Além de cantar a alegria e a tristeza sertaneja com poesia singular, Luiz Gonzaga foi um dos artistas que contribuiu para formar a identidade da música brasileira. Na visão do renomado pesquisador musical Ricardo Cravo Albin, Gonzagão tem a mesma dimensão de nomes como Ary Barroso, Pixinguinha, Tom Jobim e Chico Buarque. Nesta quinta-feira (13/12) o Brasil comemora os 100 anos do maior sanfoneiro do Brasil.
Luiz Gonzaga do Nascimento nasceu em 13 de dezembro de 1912 em Exu, Pernambuco. Segundo filho do casal Ana Batista, conhecida como Santana, e Januário, era lavrador e reconhecido sanfoneiro na região, Gonzaga foi chamado Luiz por ter nascido no dia de Santa Luzia; Gonzaga, por ser o complemento do nome de São Luiz; e Nascimento, por ser o mês de Natal, chamando-se então Luiz Gonzaga do Nascimento.
Luiz Gonzaga se apaixonou pela sanfona ainda na infância. Depois do trabalho na lavoura, o garoto Luiz Gonzaga, aos sete anos, apreciava o pai tocar o instrumento. Seu Januário, que também era tocador de fole e consertava instrumentos, incentivava os filhos a gostarem de música.
Januário dos Santos incentivou o filho à vida musical. Mais tarde, o Luiz Gonzaga prestaria homenagem ao pai com a música "Respeite Januário". Os versos da canção diz: "De Itaboca à Rancharia, de Salgueiro à Bodocó, Januário é o maior!"
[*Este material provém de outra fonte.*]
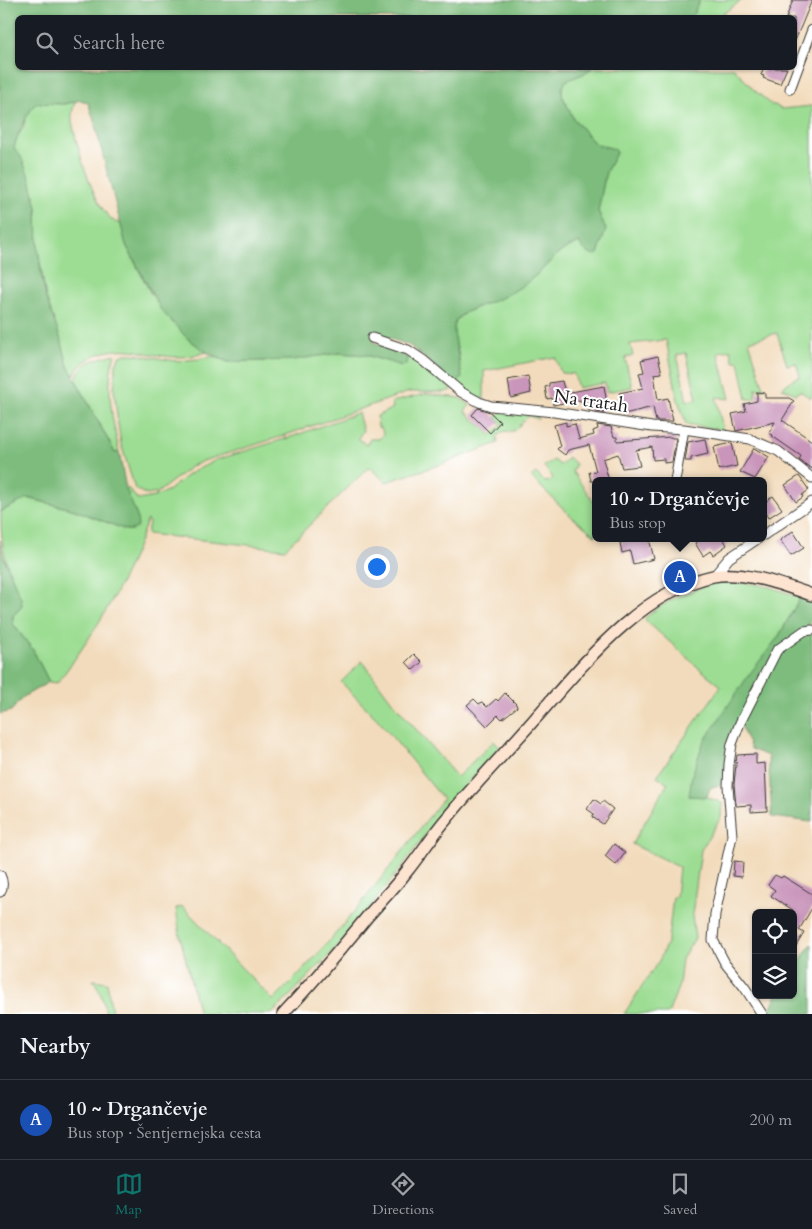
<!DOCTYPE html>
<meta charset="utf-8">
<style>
body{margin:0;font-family:Cardo,serif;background:#20242c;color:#f1f3f6}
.controls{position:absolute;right:15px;bottom:15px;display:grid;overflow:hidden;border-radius:8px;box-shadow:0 1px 4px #0004}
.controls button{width:45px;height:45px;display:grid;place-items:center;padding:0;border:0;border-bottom:1px solid #363941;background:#171b24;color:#f1f3f6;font:25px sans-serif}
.you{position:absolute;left:376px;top:566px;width:18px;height:18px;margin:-12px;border:4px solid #fff;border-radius:50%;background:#1a73e8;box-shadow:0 0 0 8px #1a73e833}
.badge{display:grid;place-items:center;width:32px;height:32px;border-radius:50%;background:#0f766e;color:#fff;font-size:16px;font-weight:700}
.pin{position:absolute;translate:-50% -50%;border:2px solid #fff;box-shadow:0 1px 5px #0006}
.popup{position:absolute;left:592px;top:477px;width:175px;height:65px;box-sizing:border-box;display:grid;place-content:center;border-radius:8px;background:#171b24;filter:drop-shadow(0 1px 4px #0005);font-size:16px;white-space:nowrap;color:#9ea1a6}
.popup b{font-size:19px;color:#f1f3f6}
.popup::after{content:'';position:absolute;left:50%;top:100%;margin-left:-10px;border:10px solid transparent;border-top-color:#171b24}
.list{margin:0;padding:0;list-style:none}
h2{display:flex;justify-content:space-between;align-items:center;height:65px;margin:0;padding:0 20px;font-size:21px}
h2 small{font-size:16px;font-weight:400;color:#9ea1a6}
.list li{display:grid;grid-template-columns:32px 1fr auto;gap:15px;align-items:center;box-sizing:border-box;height:80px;padding:0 20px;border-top:1px solid #363941}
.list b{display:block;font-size:19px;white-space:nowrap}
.list p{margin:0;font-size:16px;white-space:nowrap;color:#9ea1a6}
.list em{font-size:16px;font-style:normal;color:#9ea1a6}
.icon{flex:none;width:28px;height:28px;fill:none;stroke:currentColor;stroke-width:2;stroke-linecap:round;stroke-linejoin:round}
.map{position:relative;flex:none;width:812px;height:1014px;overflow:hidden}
.search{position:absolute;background:#171b24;box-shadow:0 1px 4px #0004;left:15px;right:15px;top:15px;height:55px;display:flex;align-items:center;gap:12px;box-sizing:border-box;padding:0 18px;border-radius:8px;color:#9ea1a6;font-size:19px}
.sheet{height:145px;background:#171b24}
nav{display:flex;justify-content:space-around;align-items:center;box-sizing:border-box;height:70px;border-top:1px solid #363941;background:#171b24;font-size:14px;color:#9ea1a6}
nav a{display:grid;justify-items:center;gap:2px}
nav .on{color:#0f766e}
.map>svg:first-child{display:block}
</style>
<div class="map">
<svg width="812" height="1014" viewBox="0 0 812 1014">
<rect width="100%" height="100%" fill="#fff"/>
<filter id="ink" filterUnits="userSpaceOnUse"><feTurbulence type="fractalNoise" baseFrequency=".02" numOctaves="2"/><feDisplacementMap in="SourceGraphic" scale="10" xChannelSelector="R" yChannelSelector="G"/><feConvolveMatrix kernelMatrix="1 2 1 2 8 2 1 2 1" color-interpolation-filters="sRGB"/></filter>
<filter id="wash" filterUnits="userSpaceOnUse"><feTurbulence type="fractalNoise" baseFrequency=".0096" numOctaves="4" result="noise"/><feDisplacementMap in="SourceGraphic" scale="20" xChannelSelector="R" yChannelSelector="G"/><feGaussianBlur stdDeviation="1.12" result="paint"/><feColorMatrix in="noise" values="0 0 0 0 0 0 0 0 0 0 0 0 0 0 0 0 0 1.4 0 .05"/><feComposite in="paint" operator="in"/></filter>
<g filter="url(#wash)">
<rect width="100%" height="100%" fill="#f2dbbc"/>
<path fill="#9cdd93" stroke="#5c7c58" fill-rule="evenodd" d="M 700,0 L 742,0 L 718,17 L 690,18 L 693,15 Z
M 592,68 L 734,68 L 753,89 L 772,105 L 775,105 L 781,109 L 812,106 L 812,397 L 809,397 L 800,391 L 796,394 L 782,388 L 792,380 L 800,376 L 796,363 L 787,365 L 777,333 L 749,341 L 764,389 L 756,389 L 755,399 L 747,399 L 739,361 L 733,361 L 731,350 L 718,352 L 730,399 L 716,397 L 723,430 L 686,424 L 678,400 L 666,340 L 630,344 L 633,356 L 625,358 L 632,387 L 607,392 L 605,383 L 578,388 L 574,374 L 561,373 L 555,357 L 484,371 L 484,399 L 477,397 L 456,384 C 457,376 459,368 459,361 C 460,349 450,335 455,323 C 460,310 492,303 505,296 C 514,291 525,284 534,277 C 551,263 556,250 579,243 L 598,254 L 606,229 L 598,211 L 606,172 L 616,153 L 614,149 L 595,144 L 573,118 L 562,95 L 562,88 L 566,80 L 583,74 ZM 686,353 L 697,399 L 687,401 L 677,355 Z
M 75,102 C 73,108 71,115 72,121 C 76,143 96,221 121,224 L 126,245 L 151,294 L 187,338 L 206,352 C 193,357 178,358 164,356 C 152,355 141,351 130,350 C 109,348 81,356 74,376 L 68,366 L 62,343 L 46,298 L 38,249 L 37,207 L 14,148 L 17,137 L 23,128 L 27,114 L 36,103 L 64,104 Z
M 339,353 L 366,355 L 402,366 L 406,365 L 407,357 L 422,364 L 452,390 L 445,392 L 409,392 L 280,437 L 206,460 L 192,466 L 157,493 L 147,495 L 135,489 L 121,444 L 118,424 L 114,389 L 116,364 L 119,357 L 125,354 L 133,354 L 176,361 L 200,359 L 213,356 L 228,362 L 266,361 Z
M 115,354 C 104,386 113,420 119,452 L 115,453 L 76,380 C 80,360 99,359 115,354 Z
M 426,394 L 460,398 L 470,405 L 465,411 L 491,435 L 502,425 L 496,417 L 504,409 L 535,413 L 538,419 L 529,416 C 523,419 520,426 515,430 C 508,434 504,427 497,437 L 498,443 L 442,464 L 386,482 L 369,467 L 285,549 L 147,534 L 149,522 L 147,520 C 128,578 95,634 57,683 L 49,682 L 33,650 L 13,624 L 13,616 L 22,606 C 21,597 17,592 14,584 C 4,560 0,536 1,511 L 27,498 L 75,510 L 126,530 L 132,530 L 126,489 L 128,488 L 138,500 L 154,497 L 169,490 L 189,474 L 216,460 L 291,437 L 358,413 L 363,431 L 358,438 L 366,445 L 370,439 L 379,439 L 383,434 L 382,429 L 378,427 L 377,416 L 393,408 L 392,402 Z
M 568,457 L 576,464 L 572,471 L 596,505 L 596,536 L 572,517 L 531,477 L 536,473 L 545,482 L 550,481 L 553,478 L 544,466 L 554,460 L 560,465 L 565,462 Z
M 719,582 C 748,581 773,586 800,598 L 689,796 L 707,797 L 722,803 L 721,817 L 701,850 L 692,915 L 695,938 L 682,959 L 679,985 L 668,1014 L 624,1014 L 660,959 L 668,940 L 673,897 L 676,897 L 679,867 L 632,844 L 668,783 L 657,776 L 721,686 L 700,669 L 644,619 C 665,600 692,589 719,582 Z
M 362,661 L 390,699 L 457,777 L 494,741 L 500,748 C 449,800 408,860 363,916 C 335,951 303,982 272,1014 L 199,1014 L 180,936 L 176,908 L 183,907 L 273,1000 C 337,939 389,868 443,799 L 379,721 L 341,682 Z
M 93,980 L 107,982 L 112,1014 L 106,1014 C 103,1001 101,990 93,980 Z"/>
<path fill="#7dbc7d" stroke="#4c6c4c" d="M 0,0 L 700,0 L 693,15 L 690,18 L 18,18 L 18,68 L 592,68 L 583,74 L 566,81 L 562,88 L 562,95 L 573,118 L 595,144 L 615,149 L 616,153 L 606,172 L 598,211 L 606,229 L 598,254 C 588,257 585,250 579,243 C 556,250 551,263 534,277 C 526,284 515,291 505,296 C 492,303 462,309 455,322 C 451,330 461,367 462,378 L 456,384 L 409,345 L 377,334 L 373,342 L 407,357 L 406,365 L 402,366 L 366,355 L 339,353 L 293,360 L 228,362 L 206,352 L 187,338 L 161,310 L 126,245 L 93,117 L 88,103 L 81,100 L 64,104 L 36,103 C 26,116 18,132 14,148 L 21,157 L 30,179 L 37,207 L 38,249 L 41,273 L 46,298 L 62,343 L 68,366 L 115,453 L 119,452 L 126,489 L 137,516 L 138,527 L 132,530 L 126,530 L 75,510 L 28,498 L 0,512 Z
M 0,540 L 3,556 L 21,598 L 22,606 L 13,616 L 13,624 L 33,650 L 49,682 L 23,697 L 11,711 L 0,714 Z
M 800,598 L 812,600 L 812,620 L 809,621 L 810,631 L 812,631 L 812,822 L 772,817 L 768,756 L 751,749 L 738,719 L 728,740 L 724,783 L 710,788 L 707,797 L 689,796 L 692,775 L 703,743 L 748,676 L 779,636 Z
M 812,944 L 812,1014 L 771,1014 L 769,1011 L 777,995 L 793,995 C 793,975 798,959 812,944 Z"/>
<g id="blocks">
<path fill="#c995bb" d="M 793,0 L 812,0 L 795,41 L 794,18 L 786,18 Z
M 764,68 L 787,68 L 780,84 L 763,78 L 764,76 L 761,75 Z
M 658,356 L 662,373 L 654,374 L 658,400 L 668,398 L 673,421 L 656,421 L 653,407 L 624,414 L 619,393 L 643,388 L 639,373 L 644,372 L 641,360 Z
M 528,376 L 531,393 L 511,398 L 508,380 Z
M 562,381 L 565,393 L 604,386 L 607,403 L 602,404 L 604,413 L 589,411 L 587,402 L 581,403 L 580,400 L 553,405 L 552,398 L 547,399 L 545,387 L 549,386 L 549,383 Z
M 757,392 L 765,393 L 765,398 L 789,398 L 794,401 L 782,420 L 812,441 L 812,469 L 799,460 L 801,456 L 772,436 L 773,435 L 769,433 L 775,422 L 736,431 L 732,414 L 746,411 L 744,404 L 757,401 Z
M 478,408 L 490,412 L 500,422 L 490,433 L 472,415 Z
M 566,422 L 566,426 L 575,424 L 579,439 L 594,435 L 593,431 L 598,429 L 597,425 L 611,427 L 614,437 L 617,437 L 617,441 L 671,437 L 672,438 L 676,438 L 672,462 L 664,463 L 664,459 L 653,460 L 652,447 L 636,450 L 640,466 L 622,468 L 618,454 L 603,459 L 609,481 L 591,481 L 589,472 L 596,471 L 589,445 L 568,450 L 565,455 L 557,449 L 560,446 L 554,425 Z
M 705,439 L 708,454 L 691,458 L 691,461 L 685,461 L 688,442 Z
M 732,443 L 737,466 L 719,470 L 714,447 Z
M 754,448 L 769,457 L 755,479 L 740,472 Z
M 799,476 L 809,490 L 802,495 L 803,497 L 796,502 L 785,485 Z
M 773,496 L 782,509 L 768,518 L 764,511 L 764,503 Z
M 793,531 L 804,548 L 791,556 L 780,540 Z
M 622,538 L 649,538 L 654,559 L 633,564 L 630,551 L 622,553 L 620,543 L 624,542 Z
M 703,538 L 723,538 L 727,545 L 713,555 L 710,551 L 703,556 L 695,543 Z
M 414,654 L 422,662 L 413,670 L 406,662 Z
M 505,693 L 516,704 L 517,707 L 502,719 L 498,715 L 487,726 L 467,705 L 474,699 L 479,704 L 482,702 L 487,707 L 496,699 L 498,701 Z
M 756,754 L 756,764 L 765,763 L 767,811 L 751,812 L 751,805 L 736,806 L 734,784 L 737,755 Z
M 594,799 L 601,804 L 603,801 L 613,809 L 603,824 L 592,817 L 594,814 L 587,809 Z
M 614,844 L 625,853 L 616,865 L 605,856 Z
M 734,861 L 743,862 L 742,877 L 733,876 Z
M 775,875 L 781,878 L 783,876 L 812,894 L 812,908 L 799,930 L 804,933 L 793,951 L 793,910 L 771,896 L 775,890 L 768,885 Z"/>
</g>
</g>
<g filter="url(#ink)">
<use href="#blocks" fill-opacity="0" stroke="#3c3934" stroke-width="1"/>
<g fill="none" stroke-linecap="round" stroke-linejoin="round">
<g stroke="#3c3934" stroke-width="11">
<path id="minor" d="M 790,89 L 812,30
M 372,338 L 408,350 L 423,360 L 461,392 L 479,402 L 491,406 L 554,412 L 652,427 L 684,429 L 750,439 L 778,451 L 812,478
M 675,481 L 684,429
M 764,535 L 812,502
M 714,576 L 729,558 L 759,538
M 0,875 C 3,881 4,886 0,892
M 762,1014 L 745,988 L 725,963 L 713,940 L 715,914 L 732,836 L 728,786 L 729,764 L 732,744 L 740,723 L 777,650 L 804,631 L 812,630"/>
</g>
<g stroke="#3c3934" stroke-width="14">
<path id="secondary" d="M 283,1014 C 312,983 340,950 367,917 C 380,902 395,887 407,871 C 421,854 433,834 448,817 C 475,784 505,753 533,721 C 581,667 639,592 713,576 C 743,570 783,585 812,595"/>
</g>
<use href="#minor" stroke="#fff" stroke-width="9"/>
<use href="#secondary" stroke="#fde4d1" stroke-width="11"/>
</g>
</g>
<g text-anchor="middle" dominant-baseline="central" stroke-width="4" stroke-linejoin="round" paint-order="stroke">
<g font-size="19" fill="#1c1c1c" stroke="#fff">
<text transform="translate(591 401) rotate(8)">Na tratah</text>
</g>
</g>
</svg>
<div class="controls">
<button><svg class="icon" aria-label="locate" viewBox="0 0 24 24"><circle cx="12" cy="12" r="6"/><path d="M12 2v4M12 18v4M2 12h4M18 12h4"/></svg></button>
<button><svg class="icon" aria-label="layers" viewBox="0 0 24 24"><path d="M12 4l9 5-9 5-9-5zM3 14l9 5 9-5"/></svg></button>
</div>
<div class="you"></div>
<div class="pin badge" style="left:680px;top:577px;background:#1a4fb4">A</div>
<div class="popup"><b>10 ~ Drgančevje</b>Bus stop</div>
<div class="search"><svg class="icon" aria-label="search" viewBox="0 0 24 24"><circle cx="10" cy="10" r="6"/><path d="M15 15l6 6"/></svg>Search here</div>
</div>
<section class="sheet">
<h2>Nearby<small></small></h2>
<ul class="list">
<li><span class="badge" style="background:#1a4fb4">A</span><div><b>10 ~ Drgančevje</b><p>Bus stop · Šentjernejska cesta</p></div><em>200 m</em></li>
</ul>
</section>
<nav>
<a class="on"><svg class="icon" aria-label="map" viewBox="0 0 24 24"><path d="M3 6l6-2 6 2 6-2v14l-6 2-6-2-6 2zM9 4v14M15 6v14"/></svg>Map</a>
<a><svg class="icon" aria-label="directions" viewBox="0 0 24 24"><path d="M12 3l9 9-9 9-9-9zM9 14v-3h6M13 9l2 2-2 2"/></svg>Directions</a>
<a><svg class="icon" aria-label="saved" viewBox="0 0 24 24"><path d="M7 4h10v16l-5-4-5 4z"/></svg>Saved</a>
</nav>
Segundo Gildson Oliveira, um dos biógrafos do sanfoneiro, Dona Santana, mãe de Luiz Gonzaga, teria dito em certa ocasião que "só tivera o direito de ganhar o filho, porque ele seria do povo até a morte". Oliveira ainda conta que quando Gonzagão era bebê, uma cigana previu o destino do futuro Rei do Baião. A vidente teria dito: "Ele será do mundo; vai andar tanto, por cima e por baixo, que criará feridas nos pés".
Segundo informações do perfil biográfico do cantor lançado pela coleção "Abril Cultural", Gonzagão ganhou seu primeiro cachê ao tocar no casamento de um amigo, Seu Dezinho. O jovem sanfoneiro foi o destaque musical da festa e ganhou um elogio de Mestre Duda, o mais respeitado sanfoneiro de sua região: "Esse menino é um monstro pra tocar". Mais tarde o Rei do Baião declarou: "Foi o maior elogio que já recebi na minha vida". No final dos anos 40, com o sucesso estrondoso de "Asa Branca", Luiz Gonzaga foi convidado para integrar o elenco do filme "Este mundo é um pandeiro", de Watson Macedo.
No início dos anos 50, Luiz Gonzaga trocou o terno de casimira, sapato de verniz e gravata e assumiu o visual que o consagrou, com acessórios como: gibão de couro, cartucheira e sandálias, afirmando sua nordestinidade.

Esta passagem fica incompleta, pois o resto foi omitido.